▶ [SUPPLIED RECORDS]
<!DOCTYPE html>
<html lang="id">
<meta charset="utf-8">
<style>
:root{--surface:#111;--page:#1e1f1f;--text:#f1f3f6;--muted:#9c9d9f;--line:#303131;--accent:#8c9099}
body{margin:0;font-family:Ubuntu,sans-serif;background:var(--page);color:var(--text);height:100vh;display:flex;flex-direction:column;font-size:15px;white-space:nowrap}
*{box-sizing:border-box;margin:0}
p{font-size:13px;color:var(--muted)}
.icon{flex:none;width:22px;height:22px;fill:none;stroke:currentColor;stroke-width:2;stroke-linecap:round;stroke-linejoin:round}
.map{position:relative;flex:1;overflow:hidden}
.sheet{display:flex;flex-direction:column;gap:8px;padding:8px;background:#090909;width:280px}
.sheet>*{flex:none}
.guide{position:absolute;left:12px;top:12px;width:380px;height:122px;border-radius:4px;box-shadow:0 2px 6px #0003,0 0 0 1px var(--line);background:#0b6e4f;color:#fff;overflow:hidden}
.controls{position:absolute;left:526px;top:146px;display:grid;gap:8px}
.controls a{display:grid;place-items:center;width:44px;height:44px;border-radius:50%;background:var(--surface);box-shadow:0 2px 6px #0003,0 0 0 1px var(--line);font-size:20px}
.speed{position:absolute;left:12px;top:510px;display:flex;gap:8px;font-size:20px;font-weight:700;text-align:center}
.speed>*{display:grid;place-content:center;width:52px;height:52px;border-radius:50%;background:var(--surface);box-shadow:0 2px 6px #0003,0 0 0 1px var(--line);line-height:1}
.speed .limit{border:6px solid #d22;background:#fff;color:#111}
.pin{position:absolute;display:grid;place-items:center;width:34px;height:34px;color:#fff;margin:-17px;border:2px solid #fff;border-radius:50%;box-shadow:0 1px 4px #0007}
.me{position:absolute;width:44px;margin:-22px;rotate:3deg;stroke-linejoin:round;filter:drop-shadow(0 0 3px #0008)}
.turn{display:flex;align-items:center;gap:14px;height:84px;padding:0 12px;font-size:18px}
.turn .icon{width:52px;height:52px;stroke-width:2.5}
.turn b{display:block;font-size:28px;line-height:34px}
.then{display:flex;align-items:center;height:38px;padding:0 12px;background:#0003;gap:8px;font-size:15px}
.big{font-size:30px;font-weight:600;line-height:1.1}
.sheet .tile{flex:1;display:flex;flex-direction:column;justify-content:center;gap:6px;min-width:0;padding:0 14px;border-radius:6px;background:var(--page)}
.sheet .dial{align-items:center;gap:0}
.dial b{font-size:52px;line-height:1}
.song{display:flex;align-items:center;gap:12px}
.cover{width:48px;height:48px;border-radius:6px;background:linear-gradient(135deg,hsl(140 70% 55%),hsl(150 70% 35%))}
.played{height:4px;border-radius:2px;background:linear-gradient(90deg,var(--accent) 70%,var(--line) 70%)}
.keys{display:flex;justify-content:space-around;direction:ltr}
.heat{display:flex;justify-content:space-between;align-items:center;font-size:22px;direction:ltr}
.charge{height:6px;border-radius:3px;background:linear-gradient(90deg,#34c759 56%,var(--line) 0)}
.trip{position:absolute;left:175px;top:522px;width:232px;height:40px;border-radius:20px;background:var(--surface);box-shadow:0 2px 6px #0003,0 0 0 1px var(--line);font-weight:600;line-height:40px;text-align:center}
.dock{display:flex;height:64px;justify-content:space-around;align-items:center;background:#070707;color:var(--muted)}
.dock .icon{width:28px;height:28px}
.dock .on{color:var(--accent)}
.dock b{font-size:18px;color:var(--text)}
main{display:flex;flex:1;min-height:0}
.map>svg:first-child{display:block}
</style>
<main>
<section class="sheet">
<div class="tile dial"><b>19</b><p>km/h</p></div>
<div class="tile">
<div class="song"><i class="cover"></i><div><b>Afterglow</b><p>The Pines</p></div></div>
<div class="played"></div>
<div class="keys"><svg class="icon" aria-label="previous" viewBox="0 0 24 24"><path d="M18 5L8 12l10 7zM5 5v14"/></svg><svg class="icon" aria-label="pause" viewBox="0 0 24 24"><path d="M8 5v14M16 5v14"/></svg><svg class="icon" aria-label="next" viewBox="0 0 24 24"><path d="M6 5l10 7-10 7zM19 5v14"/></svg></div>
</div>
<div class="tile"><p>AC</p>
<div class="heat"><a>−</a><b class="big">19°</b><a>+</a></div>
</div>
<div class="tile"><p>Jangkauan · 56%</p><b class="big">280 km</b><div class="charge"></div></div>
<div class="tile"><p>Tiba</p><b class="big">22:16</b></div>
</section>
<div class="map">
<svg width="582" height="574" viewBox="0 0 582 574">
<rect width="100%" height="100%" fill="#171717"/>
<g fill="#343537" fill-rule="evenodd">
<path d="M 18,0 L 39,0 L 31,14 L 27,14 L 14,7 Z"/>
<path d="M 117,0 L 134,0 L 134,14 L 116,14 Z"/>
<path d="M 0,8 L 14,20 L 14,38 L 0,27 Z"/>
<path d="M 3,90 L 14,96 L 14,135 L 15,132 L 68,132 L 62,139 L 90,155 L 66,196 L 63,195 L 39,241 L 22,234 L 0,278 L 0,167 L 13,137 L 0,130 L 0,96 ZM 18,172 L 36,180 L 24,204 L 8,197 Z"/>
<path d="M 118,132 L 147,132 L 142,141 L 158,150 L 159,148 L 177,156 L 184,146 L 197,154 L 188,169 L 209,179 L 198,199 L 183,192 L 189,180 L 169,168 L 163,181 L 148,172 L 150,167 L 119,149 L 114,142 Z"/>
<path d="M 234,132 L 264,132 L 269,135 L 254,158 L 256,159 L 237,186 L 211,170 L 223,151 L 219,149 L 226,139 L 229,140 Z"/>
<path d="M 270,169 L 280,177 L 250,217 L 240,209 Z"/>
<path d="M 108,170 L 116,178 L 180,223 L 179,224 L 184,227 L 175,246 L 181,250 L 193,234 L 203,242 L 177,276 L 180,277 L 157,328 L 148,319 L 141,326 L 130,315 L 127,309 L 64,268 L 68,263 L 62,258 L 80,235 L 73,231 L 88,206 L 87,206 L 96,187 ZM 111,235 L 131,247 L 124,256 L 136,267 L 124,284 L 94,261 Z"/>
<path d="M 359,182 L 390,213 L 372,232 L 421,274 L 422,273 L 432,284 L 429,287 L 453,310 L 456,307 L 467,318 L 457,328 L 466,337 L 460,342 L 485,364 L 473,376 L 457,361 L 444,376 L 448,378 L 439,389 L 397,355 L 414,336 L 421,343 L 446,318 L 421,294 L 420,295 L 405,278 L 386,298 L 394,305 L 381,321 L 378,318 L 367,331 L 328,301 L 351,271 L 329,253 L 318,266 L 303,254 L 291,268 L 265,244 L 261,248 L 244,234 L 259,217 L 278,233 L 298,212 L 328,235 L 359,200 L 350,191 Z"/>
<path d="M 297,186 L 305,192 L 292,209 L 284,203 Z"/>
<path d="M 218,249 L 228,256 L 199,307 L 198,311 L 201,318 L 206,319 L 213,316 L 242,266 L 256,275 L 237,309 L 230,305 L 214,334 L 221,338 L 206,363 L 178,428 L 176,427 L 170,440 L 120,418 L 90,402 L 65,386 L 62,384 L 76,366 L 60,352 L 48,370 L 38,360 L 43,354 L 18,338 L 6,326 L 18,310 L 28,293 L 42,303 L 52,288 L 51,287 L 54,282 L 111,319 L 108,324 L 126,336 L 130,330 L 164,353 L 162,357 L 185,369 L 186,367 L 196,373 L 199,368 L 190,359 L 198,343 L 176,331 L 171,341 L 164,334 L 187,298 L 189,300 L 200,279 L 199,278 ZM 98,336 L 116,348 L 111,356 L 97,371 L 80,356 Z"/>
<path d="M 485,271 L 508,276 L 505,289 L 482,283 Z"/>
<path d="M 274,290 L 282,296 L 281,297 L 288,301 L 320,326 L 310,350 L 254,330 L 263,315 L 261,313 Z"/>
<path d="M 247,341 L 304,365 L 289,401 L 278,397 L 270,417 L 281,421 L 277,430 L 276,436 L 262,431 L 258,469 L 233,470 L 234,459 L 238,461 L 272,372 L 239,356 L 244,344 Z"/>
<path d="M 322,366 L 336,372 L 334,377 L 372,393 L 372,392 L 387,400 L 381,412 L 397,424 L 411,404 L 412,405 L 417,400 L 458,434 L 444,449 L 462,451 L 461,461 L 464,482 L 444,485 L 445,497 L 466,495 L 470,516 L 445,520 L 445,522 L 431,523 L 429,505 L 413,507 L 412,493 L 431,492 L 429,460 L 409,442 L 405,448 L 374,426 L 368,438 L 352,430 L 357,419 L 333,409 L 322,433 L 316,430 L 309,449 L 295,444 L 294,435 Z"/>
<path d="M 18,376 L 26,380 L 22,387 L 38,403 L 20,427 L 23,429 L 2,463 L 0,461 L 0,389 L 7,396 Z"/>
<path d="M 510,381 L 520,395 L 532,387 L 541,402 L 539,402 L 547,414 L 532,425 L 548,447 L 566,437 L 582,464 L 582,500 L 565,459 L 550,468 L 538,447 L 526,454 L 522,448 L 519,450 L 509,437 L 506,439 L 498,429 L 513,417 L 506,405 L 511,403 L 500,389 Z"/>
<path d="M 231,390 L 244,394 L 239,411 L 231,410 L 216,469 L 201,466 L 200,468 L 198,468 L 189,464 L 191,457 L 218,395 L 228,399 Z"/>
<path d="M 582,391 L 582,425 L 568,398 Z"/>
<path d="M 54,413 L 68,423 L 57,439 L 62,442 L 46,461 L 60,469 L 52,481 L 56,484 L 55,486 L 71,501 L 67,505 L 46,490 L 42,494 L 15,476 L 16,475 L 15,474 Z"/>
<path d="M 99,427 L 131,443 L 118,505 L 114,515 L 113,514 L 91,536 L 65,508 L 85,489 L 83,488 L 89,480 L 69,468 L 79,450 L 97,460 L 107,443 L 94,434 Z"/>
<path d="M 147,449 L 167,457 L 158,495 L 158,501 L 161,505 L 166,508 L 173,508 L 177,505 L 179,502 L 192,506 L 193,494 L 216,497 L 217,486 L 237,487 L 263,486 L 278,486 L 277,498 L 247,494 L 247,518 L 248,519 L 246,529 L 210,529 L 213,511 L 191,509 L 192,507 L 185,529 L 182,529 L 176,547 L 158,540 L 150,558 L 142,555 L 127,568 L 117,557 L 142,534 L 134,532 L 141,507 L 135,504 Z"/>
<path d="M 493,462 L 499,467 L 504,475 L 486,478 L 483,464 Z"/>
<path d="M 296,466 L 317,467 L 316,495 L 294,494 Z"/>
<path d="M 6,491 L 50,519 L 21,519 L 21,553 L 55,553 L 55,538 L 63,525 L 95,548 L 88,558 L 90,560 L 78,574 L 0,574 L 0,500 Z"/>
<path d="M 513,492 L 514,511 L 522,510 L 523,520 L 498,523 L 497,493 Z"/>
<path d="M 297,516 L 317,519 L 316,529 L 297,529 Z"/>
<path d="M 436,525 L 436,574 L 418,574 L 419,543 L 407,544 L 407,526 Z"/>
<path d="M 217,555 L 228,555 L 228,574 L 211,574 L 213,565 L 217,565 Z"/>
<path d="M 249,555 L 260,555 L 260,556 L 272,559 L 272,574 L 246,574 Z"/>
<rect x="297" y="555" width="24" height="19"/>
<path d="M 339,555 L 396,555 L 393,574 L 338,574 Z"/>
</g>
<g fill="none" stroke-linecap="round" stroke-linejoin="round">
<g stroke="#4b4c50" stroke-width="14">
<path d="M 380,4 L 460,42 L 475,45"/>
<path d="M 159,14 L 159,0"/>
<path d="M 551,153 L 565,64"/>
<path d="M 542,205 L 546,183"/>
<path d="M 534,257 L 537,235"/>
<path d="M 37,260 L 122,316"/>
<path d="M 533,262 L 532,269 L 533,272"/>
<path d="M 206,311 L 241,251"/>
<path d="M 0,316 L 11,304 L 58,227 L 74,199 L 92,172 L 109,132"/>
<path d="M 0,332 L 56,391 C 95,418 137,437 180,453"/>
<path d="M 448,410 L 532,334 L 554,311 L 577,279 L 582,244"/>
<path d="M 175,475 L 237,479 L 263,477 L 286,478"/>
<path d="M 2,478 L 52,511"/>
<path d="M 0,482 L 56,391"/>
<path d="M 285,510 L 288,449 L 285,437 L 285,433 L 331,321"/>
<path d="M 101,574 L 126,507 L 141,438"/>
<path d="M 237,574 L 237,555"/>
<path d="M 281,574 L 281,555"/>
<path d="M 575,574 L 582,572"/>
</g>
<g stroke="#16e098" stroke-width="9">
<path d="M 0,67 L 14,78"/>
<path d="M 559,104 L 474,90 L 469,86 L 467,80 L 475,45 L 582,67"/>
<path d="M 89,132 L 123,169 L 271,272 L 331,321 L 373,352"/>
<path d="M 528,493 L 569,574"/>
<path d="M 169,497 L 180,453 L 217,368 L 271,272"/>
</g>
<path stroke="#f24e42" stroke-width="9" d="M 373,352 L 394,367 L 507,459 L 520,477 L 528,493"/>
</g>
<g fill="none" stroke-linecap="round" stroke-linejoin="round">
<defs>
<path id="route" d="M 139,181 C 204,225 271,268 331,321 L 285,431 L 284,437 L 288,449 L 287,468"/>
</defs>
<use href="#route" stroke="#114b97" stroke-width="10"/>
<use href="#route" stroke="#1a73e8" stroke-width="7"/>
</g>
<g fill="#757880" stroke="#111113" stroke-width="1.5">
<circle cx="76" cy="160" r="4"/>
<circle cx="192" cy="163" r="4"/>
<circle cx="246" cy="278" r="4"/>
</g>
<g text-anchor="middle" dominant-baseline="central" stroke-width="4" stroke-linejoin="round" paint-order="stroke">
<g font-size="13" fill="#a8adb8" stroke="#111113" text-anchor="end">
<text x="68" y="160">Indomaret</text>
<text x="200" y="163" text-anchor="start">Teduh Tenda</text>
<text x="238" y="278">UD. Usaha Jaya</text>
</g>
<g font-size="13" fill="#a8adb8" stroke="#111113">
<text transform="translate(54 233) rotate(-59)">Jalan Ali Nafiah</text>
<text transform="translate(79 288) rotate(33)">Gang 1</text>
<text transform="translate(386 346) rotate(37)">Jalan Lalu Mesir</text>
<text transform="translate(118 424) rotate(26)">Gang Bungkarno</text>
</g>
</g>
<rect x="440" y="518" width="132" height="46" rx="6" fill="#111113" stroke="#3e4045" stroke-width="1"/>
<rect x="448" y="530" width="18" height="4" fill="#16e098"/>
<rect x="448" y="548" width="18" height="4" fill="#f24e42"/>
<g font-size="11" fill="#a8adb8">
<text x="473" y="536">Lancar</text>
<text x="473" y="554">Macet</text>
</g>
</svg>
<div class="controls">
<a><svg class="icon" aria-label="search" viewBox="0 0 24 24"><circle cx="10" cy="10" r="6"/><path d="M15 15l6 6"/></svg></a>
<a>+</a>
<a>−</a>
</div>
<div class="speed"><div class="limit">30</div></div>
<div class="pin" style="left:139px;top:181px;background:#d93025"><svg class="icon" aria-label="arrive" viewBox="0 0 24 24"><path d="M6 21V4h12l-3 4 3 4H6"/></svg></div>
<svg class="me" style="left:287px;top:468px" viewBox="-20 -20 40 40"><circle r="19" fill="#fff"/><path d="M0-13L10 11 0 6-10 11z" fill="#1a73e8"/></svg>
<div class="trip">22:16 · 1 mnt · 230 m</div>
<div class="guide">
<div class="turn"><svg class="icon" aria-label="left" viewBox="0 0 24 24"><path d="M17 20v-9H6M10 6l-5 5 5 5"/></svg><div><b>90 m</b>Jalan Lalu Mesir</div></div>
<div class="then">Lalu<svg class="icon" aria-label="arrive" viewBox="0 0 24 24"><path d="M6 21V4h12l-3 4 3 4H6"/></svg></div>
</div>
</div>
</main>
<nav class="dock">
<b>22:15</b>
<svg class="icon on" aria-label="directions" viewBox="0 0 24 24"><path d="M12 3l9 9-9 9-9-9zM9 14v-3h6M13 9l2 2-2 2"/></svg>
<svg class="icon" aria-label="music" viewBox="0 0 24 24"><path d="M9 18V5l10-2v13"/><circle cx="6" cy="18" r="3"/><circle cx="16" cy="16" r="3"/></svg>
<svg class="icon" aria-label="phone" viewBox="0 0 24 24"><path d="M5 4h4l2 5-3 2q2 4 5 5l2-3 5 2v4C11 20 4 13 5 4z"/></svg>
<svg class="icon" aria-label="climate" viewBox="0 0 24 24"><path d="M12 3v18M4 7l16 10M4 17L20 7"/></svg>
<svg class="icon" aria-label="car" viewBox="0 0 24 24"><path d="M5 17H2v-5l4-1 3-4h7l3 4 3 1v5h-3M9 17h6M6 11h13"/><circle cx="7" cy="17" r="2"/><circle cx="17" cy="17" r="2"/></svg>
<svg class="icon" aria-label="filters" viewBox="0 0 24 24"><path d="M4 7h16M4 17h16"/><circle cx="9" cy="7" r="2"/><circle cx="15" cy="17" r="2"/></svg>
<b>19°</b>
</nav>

▶ [TASK INSTRUCTIONS]
Please report how many lines of the material above contain the string "controls", with no other words.

▶ [OUTPUT BELOW]
3